# Task statement
When you copy the listing, skip the images and return each line verbatim.

# Raw data
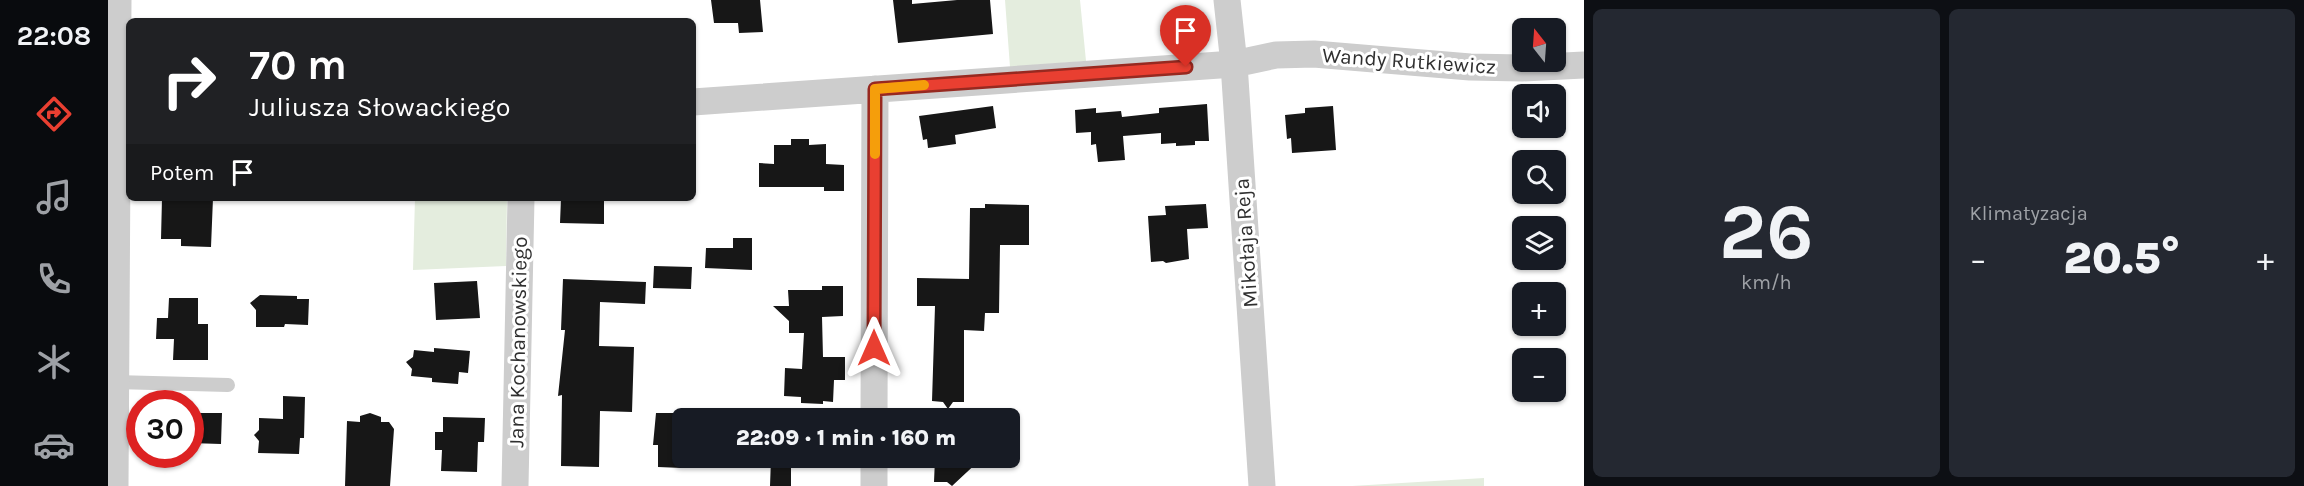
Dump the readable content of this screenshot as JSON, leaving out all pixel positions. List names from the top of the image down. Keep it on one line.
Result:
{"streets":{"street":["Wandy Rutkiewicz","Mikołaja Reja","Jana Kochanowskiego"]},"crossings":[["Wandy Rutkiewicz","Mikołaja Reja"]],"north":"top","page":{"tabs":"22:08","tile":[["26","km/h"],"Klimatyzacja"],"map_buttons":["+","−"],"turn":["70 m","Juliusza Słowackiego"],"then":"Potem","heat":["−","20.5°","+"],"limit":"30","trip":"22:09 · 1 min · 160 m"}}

# Answer to this task
Dump the readable content of this screenshot as JSON, leaving out all pixel positions. List names from the top of the image down. Keep it on one line.
Result:
{"streets":{"street":["Wandy Rutkiewicz","Mikołaja Reja","Jana Kochanowskiego"]},"crossings":[["Wandy Rutkiewicz","Mikołaja Reja"]],"north":"top","page":{"tabs":"22:08","tile":[["26","km/h"],"Klimatyzacja"],"map_buttons":["+","−"],"turn":["70 m","Juliusza Słowackiego"],"then":"Potem","heat":["−","20.5°","+"],"limit":"30","trip":"22:09 · 1 min · 160 m"}}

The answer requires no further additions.